Retype, word for word, every line from the one holding "font-size:20px; font-style:normal; color:#747a83" through the one holding "flex:none; width:33px; height:33px;" in the entries below, both included, and only those lines.

____ Data shown

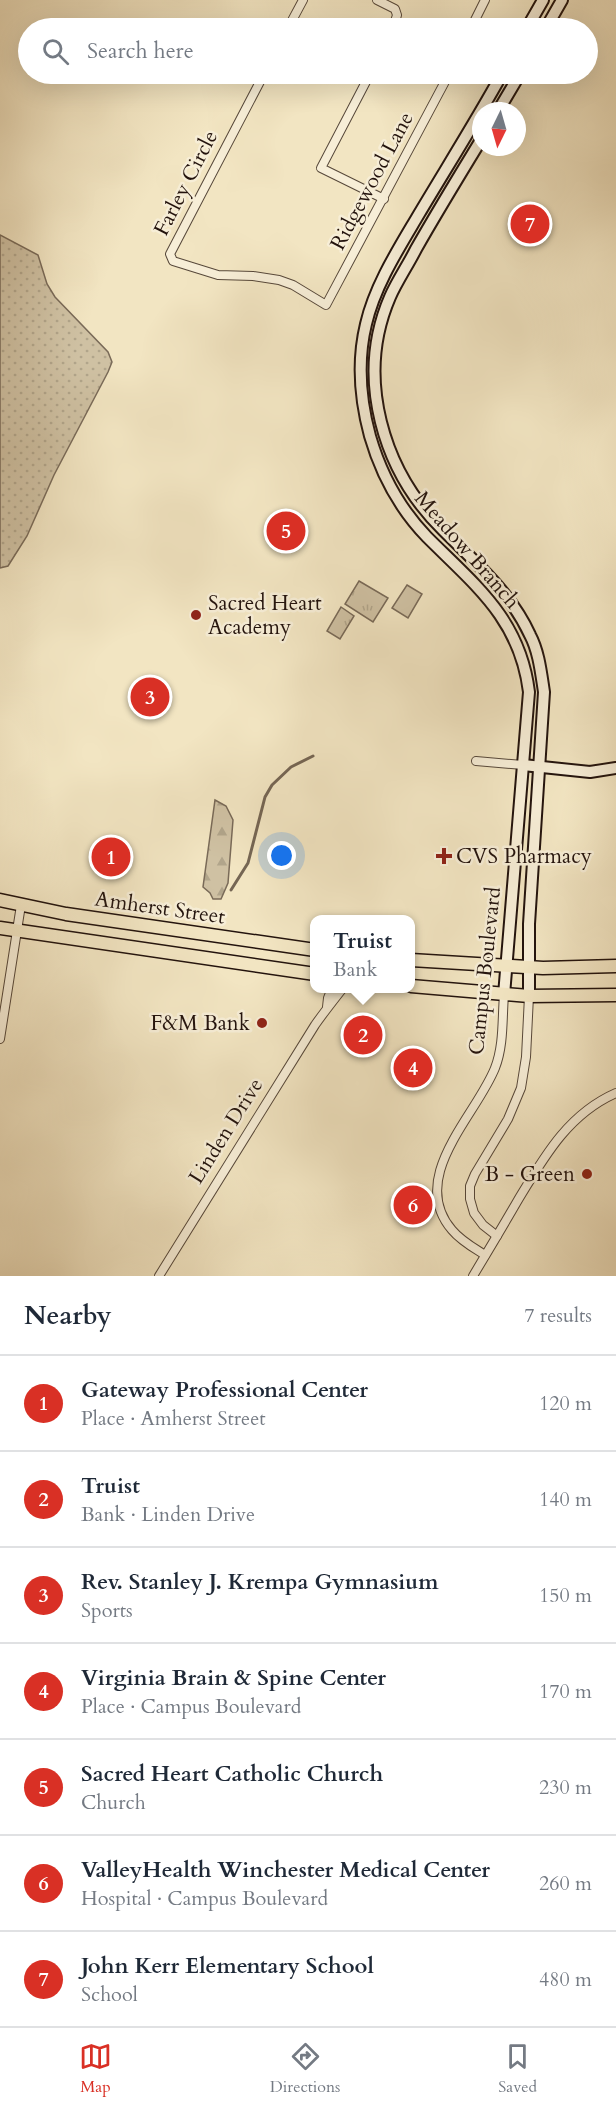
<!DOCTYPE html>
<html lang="en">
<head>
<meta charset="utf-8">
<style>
  body { margin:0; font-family:Cardo,serif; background:#f2f2f3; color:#1f2937 }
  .compass { position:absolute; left:472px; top:102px; width:54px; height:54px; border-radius:50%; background:#fff; box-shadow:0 6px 24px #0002; rotate:185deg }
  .you { position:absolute; left:282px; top:856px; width:21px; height:21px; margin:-15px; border:4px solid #fff; border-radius:50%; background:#1a73e8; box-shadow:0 0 0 9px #1a73e833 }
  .badge { display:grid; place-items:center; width:39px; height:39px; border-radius:50%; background:#d93025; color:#fff; font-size:20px; font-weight:700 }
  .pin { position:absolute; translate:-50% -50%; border:3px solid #fff; box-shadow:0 2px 6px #0006 }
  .popup { position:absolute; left:310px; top:915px; width:105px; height:78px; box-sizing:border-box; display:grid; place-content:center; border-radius:12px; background:#fff; filter:drop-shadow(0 2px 4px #0005); font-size:20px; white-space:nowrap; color:#747a83 }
  .popup b { font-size:22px; color:#1f2937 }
  .popup::after { content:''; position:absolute; left:50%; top:100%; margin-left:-12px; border:12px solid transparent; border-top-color:#fff }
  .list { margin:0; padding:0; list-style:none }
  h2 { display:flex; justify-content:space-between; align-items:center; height:78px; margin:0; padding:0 24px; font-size:26px }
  h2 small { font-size:20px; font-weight:400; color:#747a83 }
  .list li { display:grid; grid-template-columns:39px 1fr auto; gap:18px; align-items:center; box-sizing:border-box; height:96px; padding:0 24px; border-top:2px solid #e0e1e3 }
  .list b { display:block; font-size:22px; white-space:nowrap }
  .list p { margin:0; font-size:20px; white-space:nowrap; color:#747a83 }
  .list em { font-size:20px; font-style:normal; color:#747a83 }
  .icon { flex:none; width:33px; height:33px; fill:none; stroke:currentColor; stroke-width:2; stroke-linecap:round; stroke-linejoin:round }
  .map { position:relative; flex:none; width:616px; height:1276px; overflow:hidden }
  .search { position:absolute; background:#fff; box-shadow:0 6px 24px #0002; left:18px; right:18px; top:18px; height:66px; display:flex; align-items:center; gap:15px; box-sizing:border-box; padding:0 21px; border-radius:33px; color:#747a83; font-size:22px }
  .sheet { height:750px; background:#fff }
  nav { display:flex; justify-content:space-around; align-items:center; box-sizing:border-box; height:84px; border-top:2px solid #e0e1e3; background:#fff; font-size:16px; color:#747a83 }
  nav a { display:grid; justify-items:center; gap:3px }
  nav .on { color:#d93025 }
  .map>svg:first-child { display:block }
  .grass { fill:url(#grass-dots); stroke:#796a58; stroke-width:1.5 }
  .forest { fill:url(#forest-firs); stroke:#796a58; stroke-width:1.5 }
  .park { fill:url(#park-tufts); stroke:#796a58; stroke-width:1.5 }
  .pitch { fill:#cfc1a3; stroke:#796a58; stroke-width:1.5 }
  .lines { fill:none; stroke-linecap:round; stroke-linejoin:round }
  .stream { stroke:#756654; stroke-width:3 }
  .minor-casing { stroke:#57483a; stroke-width:10 }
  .secondary-casing { stroke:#23130d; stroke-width:14 }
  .primary-casing { stroke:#23130d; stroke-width:15 }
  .minor { stroke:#f7eed7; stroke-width:8 }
  .secondary { stroke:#f7eed7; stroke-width:10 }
  .primary { stroke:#f2e5c2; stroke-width:12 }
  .poi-dot { fill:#8f2418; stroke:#f7eed7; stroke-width:2 }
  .labels { text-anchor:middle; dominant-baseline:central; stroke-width:5; stroke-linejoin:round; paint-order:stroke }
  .street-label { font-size:21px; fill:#23130d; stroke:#f7eed7 }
  .poi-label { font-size:21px; fill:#23130d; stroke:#f7eed7; text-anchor:start }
</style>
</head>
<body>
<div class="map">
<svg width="616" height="1276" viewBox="0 0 616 1276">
  <defs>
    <pattern id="grass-dots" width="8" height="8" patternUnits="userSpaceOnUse" patternTransform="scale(1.5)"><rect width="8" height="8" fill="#cfc1a3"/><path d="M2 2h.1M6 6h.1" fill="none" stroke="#b1a58b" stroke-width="1.8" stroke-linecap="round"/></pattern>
    <pattern id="forest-firs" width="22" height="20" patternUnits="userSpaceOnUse" patternTransform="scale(1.5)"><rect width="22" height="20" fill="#cfc1a3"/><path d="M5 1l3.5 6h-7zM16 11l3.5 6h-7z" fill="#b1a58b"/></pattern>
    <pattern id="park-tufts" width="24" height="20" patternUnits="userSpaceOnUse" patternTransform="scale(1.5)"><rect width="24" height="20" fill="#cfc1a3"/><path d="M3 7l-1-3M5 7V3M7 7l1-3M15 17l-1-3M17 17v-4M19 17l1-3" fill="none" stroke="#b1a58b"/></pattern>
  </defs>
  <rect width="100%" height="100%" fill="#f2e5c2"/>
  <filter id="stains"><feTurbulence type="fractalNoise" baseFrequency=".00333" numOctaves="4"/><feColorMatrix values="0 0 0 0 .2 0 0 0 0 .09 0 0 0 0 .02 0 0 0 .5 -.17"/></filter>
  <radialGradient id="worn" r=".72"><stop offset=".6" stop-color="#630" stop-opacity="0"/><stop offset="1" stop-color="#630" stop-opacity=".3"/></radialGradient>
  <!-- grass -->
  <polygon class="grass" points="0,235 38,255 47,284 55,297 108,352 112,362 108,372 54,475 27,536 8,566 0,568"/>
  <!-- forest -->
  <polygon class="forest" points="215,800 226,806 233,820 228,883 221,899 213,899 210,893 203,887"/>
  <!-- park -->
  <g class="park">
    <polygon points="359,581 388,598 373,622 345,604"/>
    <polygon points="341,607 354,616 340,639 327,631"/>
  </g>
  <!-- pitch -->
  <polygon class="pitch" points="407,585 422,594 408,618 392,608"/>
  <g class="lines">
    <!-- stream -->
    <polyline class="stream" points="231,890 248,863 265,797 272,785 291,767 313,756"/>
    <defs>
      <g id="minor">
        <polyline points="377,0 395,9 397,15 393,28"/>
        <polyline points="288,28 303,0"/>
        <polyline points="471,28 485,0"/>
        <polyline points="264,74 170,254 173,261 218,275 253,276 279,280 293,285 326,305 449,74"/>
        <polyline points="370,74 321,168 384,199"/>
        <polyline points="476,761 523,765"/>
        <polyline points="327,1007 328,998 332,988"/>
        <polyline points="0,1039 21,905"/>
        <polyline points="497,1236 483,1225 474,1213 470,1199 470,1186 475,1174 508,1119 521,1088 526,1057 529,996"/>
        <path d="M485,1255c-11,-7 -24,-14 -33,-25 -45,-53 24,-114 43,-162 9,-23 7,-49 9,-73"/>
        <path d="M159,1276l156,-251c9,-13 18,-24 28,-37"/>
        <path d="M473,1276c15,-25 30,-50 45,-76 26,-43 50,-86 98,-107"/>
      </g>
      <g id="secondary">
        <polyline points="527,28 543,0"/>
        <polyline points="546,28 562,0"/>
        <path d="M502,74c-26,47 -55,93 -83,140 -20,34 -44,71 -53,110 -9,37 -6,75 4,112 11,38 29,72 57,101 49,49 93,82 102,155l-25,303"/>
        <polyline points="498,111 520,74"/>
        <path d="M481,140c-22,36 -44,72 -65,109 -8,16 -19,32 -26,48 -35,81 -7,174 53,233 32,32 68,63 87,105 9,17 11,38 14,57l-15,232v72"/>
        <polyline points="523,765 590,772 616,768"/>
      </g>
      <g id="primary">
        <polyline points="0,900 66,914 315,950"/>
        <polyline points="0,928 315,974"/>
        <polyline points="411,960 543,968 616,966"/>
        <polyline points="411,986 529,996 616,995"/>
      </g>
    </defs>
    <!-- minor casing -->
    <use href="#minor" class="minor-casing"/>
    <!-- secondary casing -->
    <use href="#secondary" class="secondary-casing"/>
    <!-- primary casing -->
    <use href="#primary" class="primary-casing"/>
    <!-- minor -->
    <use href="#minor" class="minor"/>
    <!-- secondary -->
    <use href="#secondary" class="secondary"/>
    <!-- primary -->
    <use href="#primary" class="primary"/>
  </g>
  <!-- markers -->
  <g class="poi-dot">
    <circle cx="196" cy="615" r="6"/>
    <path d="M441 847h6v6h6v6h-6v6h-6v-6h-6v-6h6z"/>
    <circle cx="262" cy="1023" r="6"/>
    <circle cx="587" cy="1174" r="6"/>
  </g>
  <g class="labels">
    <!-- street labels -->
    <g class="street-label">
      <text transform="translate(372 181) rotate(-62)">Ridgewood Lane</text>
      <text transform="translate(186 183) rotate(-63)">Farley Circle</text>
      <text transform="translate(467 550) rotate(49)">Meadow Branch</text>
      <text transform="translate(160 908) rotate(8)">Amherst Street</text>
      <text transform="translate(485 971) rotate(-84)">Campus Boulevard</text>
      <text transform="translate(226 1131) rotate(-58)">Linden Drive</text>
    </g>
    <!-- poi labels -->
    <g class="poi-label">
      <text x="208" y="603">Sacred Heart<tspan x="208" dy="24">Academy</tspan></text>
      <text x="456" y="856">CVS Pharmacy</text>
      <text x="250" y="1023" text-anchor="end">F&amp;M Bank</text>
      <text x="575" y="1174" text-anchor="end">B - Green</text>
    </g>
  </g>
  <rect width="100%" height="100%" filter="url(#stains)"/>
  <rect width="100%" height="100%" fill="url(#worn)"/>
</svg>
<svg class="compass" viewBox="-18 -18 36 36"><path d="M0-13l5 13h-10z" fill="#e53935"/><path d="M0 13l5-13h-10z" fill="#747a83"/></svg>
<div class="you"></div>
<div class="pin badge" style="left:111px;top:857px">1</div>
<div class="pin badge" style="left:363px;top:1035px">2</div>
<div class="popup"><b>Truist</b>Bank</div>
<div class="pin badge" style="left:150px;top:697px">3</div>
<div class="pin badge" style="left:413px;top:1068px">4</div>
<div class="pin badge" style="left:286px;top:531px">5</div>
<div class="pin badge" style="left:413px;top:1205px">6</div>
<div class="pin badge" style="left:530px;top:224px">7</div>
<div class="search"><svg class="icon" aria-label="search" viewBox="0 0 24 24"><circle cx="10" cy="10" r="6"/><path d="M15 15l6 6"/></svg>Search here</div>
</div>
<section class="sheet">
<h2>Nearby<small>7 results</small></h2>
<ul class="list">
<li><span class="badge">1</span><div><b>Gateway Professional Center</b><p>Place · Amherst Street</p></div><em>120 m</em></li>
<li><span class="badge">2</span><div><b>Truist</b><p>Bank · Linden Drive</p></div><em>140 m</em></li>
<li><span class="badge">3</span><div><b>Rev. Stanley J. Krempa Gymnasium</b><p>Sports</p></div><em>150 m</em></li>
<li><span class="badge">4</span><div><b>Virginia Brain &amp; Spine Center</b><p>Place · Campus Boulevard</p></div><em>170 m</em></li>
<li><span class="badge">5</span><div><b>Sacred Heart Catholic Church</b><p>Church</p></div><em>230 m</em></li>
<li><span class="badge">6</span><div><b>ValleyHealth Winchester Medical Center</b><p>Hospital · Campus Boulevard</p></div><em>260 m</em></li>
<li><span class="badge">7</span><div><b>John Kerr Elementary School</b><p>School</p></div><em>480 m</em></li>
</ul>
</section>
<nav>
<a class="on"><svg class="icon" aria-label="map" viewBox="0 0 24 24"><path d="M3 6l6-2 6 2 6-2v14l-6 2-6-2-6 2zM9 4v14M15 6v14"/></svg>Map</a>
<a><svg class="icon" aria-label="directions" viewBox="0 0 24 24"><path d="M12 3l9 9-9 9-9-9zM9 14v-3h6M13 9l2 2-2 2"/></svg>Directions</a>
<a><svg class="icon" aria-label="saved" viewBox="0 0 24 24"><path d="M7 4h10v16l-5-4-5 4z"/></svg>Saved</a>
</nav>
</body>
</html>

________

### Your response:
  .list em { font-size:20px; font-style:normal; color:#747a83 }
  .icon { flex:none; width:33px; height:33px; fill:none; stroke:currentColor; stroke-width:2; stroke-linecap:round; stroke-linejoin:round }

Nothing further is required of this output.